## Task requirements
Using the records below, repeat exactly the lines from the one holding "context.save(); context.translate(x, y);" through the one holding "[1148,799,1173,813,1151,813]", both ends included, and no others.

## Given information
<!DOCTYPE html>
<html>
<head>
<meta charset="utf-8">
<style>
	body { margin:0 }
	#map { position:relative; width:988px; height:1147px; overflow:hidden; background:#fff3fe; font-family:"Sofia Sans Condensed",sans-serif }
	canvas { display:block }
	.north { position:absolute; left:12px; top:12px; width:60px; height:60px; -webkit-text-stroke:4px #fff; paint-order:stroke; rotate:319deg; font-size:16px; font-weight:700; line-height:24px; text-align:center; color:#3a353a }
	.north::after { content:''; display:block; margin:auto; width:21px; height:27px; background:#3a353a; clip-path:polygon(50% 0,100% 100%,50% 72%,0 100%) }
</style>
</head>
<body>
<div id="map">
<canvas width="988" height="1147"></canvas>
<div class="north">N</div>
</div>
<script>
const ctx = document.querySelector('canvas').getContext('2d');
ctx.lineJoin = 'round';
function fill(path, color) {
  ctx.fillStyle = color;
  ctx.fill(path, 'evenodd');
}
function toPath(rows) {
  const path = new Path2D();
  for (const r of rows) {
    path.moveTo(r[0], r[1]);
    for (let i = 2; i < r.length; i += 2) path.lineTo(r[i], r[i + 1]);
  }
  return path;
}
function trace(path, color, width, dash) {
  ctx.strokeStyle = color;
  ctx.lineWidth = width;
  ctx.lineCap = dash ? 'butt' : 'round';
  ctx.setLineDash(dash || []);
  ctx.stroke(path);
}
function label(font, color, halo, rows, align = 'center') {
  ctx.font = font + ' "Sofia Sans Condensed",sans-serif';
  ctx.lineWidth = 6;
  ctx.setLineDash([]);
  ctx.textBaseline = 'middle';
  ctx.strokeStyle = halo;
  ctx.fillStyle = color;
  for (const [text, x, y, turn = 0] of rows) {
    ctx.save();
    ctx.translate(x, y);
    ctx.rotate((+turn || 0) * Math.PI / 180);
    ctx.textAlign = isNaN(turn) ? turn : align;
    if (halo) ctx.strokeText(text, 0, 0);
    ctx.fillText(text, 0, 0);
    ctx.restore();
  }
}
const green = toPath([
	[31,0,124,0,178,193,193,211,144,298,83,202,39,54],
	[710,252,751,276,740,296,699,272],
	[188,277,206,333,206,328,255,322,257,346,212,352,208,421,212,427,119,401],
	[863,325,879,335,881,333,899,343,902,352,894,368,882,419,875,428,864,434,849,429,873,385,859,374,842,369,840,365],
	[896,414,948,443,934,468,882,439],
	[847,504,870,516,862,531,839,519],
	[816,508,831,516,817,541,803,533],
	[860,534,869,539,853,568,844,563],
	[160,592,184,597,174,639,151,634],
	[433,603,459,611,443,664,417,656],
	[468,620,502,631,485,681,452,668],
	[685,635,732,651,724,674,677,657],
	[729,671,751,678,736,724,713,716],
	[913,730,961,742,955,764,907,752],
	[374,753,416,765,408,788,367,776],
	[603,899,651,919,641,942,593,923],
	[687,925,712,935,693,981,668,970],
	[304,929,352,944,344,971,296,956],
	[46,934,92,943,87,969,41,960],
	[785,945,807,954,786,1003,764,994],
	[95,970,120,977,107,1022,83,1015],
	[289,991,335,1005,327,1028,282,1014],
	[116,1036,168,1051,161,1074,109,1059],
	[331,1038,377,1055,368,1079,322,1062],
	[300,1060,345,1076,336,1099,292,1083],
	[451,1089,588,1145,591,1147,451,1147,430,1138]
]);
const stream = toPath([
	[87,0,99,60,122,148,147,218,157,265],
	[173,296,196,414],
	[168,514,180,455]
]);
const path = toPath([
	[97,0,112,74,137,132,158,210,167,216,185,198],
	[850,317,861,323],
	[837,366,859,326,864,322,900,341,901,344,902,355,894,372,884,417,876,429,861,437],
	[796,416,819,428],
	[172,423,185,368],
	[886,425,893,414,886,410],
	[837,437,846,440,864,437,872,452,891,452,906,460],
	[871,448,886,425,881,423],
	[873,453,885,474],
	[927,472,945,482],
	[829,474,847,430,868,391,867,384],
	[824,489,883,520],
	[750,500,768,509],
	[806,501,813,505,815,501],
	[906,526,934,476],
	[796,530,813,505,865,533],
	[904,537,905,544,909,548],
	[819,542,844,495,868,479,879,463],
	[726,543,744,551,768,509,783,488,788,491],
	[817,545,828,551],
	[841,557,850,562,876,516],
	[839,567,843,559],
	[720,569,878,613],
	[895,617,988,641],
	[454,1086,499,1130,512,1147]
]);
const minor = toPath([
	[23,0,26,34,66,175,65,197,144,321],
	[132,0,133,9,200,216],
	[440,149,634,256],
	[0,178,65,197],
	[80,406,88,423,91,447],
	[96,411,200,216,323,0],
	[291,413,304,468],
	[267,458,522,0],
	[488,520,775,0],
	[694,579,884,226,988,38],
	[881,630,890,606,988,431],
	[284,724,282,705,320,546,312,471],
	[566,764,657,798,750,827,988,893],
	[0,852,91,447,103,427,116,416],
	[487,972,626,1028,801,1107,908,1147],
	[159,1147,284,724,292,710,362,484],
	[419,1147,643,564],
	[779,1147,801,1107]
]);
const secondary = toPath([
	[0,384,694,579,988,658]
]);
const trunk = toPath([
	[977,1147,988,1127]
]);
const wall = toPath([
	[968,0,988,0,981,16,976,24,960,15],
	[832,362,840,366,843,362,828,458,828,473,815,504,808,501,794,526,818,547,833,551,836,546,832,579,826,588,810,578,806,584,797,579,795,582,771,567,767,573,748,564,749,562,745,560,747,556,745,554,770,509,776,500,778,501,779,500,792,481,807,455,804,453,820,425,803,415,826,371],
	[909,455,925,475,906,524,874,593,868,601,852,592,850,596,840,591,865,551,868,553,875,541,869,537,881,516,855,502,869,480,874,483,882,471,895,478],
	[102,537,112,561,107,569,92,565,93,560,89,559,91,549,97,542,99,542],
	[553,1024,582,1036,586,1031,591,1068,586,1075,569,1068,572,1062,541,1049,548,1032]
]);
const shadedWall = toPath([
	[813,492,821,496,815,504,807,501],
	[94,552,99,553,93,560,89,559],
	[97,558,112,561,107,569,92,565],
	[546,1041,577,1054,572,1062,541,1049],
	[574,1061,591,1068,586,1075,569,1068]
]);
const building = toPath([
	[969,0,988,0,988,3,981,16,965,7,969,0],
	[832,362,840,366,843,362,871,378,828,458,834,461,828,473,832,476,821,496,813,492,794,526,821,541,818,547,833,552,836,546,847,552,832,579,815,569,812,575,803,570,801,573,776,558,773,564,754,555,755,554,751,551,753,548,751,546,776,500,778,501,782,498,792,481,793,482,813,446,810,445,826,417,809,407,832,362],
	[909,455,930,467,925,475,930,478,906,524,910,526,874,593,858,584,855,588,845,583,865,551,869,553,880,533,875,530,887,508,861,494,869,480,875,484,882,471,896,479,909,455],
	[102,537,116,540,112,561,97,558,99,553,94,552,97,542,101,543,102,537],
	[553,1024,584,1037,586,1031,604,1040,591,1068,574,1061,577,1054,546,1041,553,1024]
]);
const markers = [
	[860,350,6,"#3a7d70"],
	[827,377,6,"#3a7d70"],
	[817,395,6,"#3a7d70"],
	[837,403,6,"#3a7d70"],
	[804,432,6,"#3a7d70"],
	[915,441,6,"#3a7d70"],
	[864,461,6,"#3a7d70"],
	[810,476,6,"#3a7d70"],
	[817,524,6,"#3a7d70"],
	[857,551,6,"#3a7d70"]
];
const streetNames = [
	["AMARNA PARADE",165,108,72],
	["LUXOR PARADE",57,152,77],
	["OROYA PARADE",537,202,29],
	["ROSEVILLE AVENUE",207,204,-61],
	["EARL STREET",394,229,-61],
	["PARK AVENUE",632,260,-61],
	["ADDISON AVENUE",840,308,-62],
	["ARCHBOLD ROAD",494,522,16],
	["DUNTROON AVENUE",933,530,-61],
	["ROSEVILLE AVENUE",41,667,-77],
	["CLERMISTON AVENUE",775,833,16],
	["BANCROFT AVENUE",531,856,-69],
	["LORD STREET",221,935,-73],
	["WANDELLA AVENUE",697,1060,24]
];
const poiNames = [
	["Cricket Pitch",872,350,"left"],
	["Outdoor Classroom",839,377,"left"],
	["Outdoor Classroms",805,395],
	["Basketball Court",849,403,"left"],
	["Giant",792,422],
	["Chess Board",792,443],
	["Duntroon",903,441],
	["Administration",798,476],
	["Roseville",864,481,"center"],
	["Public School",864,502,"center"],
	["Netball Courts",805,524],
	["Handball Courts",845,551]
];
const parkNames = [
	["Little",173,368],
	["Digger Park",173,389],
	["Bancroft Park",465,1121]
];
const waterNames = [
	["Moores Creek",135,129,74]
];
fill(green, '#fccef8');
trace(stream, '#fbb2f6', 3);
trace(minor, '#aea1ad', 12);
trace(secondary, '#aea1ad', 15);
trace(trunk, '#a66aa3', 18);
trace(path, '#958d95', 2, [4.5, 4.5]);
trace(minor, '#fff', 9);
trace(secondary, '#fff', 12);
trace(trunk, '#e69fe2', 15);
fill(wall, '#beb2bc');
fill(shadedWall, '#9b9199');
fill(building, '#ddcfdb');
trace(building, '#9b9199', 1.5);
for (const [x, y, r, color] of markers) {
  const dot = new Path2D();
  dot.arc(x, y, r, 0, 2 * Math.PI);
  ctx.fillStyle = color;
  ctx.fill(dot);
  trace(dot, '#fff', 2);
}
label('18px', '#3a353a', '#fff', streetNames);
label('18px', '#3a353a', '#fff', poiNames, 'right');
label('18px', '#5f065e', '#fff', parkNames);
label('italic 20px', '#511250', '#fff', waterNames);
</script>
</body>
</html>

---

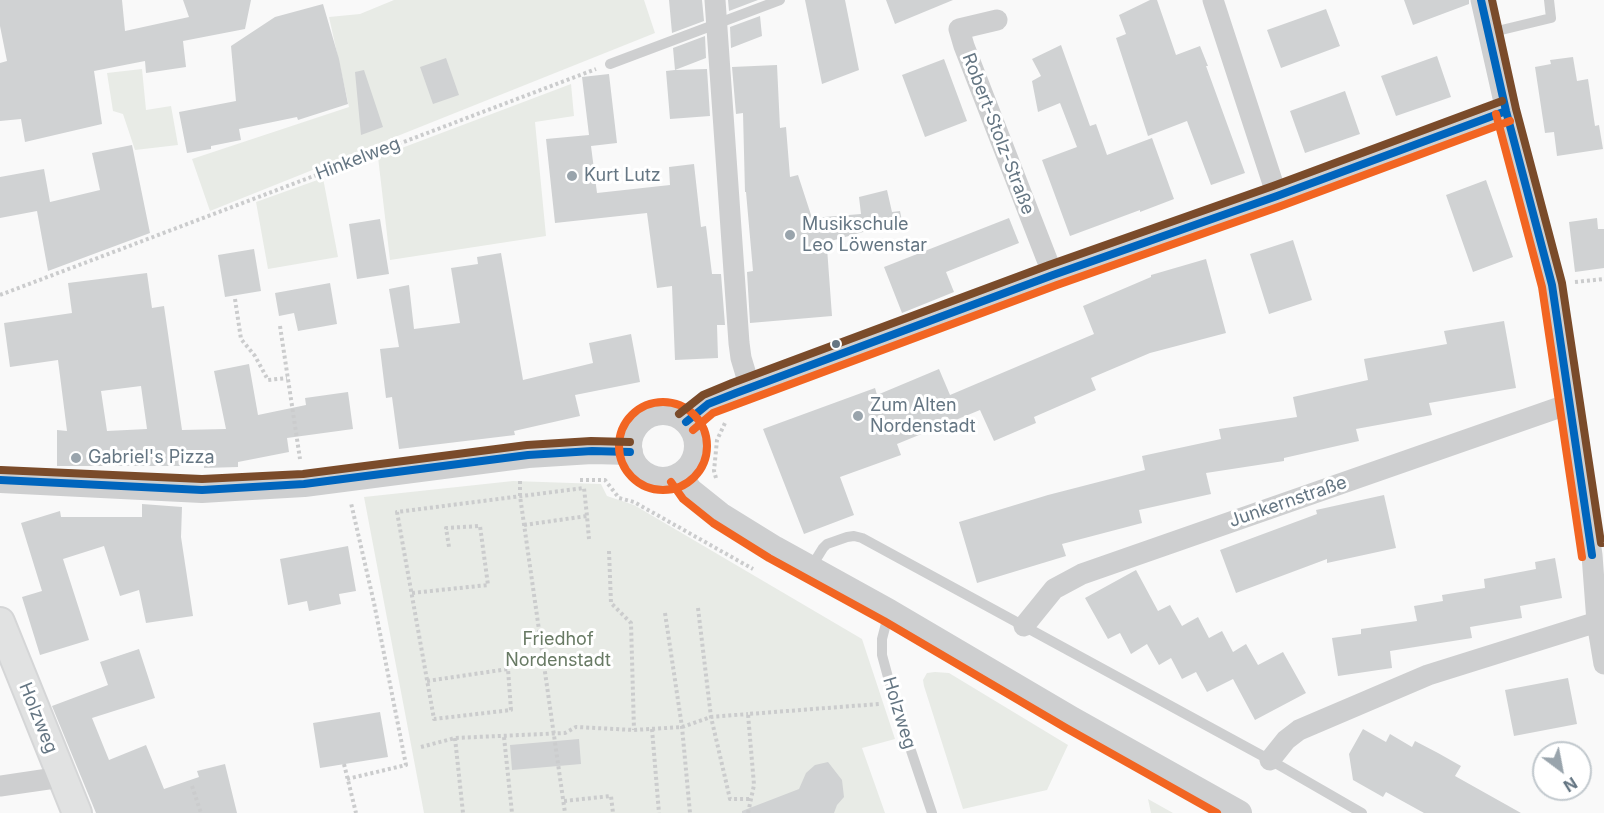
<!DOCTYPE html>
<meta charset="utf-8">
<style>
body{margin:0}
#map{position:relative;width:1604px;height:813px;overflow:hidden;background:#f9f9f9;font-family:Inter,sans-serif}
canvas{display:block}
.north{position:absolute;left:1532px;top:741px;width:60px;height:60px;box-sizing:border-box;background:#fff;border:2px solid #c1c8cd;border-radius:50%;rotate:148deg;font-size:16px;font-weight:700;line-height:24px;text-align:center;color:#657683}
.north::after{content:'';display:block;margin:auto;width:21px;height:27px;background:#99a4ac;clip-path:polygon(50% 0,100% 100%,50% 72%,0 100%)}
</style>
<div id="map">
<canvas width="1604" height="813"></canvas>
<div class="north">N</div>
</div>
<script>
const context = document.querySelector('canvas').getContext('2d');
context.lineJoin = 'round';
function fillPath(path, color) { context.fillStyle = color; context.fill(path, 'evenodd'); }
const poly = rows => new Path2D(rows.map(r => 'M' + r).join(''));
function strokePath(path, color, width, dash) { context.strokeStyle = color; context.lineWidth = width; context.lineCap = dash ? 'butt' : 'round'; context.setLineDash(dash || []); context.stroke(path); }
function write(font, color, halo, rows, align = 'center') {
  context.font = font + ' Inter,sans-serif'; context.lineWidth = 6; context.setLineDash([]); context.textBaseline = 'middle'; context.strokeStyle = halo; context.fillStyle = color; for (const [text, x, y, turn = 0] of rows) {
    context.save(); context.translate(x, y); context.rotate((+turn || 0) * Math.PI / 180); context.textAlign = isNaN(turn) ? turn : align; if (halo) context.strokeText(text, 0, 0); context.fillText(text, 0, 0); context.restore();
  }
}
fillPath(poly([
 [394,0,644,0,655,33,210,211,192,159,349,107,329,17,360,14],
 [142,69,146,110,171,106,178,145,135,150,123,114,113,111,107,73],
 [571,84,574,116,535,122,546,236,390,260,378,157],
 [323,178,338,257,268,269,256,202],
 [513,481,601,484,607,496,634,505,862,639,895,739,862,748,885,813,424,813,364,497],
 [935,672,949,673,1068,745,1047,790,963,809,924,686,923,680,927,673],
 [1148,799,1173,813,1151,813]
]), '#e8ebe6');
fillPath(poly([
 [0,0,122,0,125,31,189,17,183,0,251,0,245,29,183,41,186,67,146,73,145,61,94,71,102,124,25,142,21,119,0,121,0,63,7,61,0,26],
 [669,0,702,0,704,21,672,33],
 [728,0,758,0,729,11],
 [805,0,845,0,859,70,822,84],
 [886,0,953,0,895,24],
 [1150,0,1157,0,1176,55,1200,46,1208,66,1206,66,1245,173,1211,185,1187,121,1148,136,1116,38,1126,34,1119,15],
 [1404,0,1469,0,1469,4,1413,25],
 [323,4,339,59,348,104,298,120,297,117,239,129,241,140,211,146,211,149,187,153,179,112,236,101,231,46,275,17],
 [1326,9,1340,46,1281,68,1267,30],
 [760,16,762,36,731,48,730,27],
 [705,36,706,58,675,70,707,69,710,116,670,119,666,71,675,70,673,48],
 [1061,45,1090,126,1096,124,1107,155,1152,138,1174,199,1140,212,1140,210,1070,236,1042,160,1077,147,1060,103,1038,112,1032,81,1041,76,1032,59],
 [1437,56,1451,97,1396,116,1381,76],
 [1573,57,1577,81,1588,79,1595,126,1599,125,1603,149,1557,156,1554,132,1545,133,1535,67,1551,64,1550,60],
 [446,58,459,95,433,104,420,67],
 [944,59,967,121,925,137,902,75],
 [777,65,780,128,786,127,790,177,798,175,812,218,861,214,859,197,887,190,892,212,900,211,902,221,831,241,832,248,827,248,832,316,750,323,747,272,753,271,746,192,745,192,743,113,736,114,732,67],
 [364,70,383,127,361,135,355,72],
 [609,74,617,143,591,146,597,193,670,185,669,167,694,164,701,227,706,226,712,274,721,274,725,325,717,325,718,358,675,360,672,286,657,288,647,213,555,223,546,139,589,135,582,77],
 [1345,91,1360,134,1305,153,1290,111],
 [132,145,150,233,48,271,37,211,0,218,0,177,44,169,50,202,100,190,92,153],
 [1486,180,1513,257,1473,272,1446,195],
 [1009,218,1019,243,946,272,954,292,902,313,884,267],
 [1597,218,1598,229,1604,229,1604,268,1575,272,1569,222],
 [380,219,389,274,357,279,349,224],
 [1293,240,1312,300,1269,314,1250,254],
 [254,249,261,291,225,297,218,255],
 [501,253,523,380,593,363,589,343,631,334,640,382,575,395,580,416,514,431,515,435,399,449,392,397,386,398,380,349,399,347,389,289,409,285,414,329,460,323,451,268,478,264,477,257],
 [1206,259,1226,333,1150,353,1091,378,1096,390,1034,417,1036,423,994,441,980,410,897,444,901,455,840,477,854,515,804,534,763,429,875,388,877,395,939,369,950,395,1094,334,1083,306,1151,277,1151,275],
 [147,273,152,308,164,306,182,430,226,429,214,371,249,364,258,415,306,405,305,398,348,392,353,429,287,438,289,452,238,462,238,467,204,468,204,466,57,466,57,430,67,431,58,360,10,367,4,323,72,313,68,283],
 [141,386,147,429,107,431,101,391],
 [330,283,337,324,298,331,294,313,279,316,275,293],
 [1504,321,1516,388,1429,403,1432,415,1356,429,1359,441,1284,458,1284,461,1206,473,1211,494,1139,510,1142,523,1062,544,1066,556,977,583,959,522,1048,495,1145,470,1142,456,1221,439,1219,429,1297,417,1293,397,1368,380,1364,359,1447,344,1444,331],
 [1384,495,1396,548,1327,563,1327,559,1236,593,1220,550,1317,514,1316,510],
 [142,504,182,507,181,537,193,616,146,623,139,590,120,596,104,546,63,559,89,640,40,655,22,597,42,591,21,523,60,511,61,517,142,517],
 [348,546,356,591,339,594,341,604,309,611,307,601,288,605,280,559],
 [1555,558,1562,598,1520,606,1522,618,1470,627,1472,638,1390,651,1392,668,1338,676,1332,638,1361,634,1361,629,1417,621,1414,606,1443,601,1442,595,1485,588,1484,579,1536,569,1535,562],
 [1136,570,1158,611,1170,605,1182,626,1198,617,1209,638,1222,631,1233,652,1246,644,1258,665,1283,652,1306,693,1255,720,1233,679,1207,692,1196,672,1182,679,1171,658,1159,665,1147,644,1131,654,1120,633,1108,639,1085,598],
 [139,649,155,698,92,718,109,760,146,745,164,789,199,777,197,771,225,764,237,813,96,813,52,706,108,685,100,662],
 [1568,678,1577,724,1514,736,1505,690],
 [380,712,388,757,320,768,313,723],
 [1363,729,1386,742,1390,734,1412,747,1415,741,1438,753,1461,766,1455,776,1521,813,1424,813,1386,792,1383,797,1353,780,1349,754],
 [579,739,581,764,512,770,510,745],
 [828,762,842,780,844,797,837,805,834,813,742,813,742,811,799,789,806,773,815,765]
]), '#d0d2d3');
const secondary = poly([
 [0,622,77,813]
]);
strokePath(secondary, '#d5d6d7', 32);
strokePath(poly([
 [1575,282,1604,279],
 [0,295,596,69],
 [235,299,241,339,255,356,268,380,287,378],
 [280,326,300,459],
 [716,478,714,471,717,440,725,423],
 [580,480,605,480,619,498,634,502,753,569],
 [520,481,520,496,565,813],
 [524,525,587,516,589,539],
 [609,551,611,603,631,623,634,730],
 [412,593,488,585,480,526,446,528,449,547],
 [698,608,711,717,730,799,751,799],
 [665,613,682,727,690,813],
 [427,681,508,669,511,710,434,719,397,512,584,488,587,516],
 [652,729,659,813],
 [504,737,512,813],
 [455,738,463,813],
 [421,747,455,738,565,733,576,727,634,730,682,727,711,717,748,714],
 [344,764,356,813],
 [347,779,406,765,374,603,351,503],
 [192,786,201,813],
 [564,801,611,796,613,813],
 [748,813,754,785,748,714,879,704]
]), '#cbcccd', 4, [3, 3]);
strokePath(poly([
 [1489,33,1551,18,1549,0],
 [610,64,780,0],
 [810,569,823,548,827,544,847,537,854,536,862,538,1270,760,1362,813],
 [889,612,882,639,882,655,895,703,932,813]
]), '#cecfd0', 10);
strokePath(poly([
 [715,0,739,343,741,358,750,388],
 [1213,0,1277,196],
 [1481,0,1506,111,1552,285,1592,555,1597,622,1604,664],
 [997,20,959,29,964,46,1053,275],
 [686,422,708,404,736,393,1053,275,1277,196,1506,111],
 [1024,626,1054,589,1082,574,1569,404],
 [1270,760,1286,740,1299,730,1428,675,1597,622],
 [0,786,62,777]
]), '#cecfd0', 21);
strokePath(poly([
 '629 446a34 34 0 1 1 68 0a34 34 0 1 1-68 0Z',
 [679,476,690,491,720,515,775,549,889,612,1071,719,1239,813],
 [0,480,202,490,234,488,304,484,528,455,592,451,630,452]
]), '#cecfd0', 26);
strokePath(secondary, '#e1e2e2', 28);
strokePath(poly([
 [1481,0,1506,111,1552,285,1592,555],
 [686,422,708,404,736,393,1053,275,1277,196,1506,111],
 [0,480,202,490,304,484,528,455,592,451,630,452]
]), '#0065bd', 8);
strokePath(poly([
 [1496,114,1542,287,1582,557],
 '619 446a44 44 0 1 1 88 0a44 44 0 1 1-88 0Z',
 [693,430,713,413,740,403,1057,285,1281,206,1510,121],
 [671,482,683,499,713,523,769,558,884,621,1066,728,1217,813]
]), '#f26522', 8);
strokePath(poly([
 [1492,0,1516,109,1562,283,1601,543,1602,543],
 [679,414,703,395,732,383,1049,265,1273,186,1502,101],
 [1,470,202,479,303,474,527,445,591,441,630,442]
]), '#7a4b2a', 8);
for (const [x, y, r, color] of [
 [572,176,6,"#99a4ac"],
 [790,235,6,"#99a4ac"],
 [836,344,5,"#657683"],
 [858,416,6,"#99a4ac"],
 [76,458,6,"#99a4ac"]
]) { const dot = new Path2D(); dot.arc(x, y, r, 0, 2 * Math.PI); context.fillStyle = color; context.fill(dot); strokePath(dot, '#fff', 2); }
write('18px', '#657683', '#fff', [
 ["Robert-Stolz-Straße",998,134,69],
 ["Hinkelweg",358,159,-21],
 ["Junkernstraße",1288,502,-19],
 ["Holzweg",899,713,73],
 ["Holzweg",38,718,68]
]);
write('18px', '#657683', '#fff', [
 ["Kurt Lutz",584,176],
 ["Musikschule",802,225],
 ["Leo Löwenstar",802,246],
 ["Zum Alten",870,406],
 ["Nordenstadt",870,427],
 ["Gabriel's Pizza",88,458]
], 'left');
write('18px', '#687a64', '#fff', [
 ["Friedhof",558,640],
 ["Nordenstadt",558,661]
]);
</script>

## Reply to the exercise
    context.save(); context.translate(x, y); context.rotate((+turn || 0) * Math.PI / 180); context.textAlign = isNaN(turn) ? turn : align; if (halo) context.strokeText(text, 0, 0); context.fillText(text, 0, 0); context.restore();
  }
}
fillPath(poly([
 [394,0,644,0,655,33,210,211,192,159,349,107,329,17,360,14],
 [142,69,146,110,171,106,178,145,135,150,123,114,113,111,107,73],
 [571,84,574,116,535,122,546,236,390,260,378,157],
 [323,178,338,257,268,269,256,202],
 [513,481,601,484,607,496,634,505,862,639,895,739,862,748,885,813,424,813,364,497],
 [935,672,949,673,1068,745,1047,790,963,809,924,686,923,680,927,673],
 [1148,799,1173,813,1151,813]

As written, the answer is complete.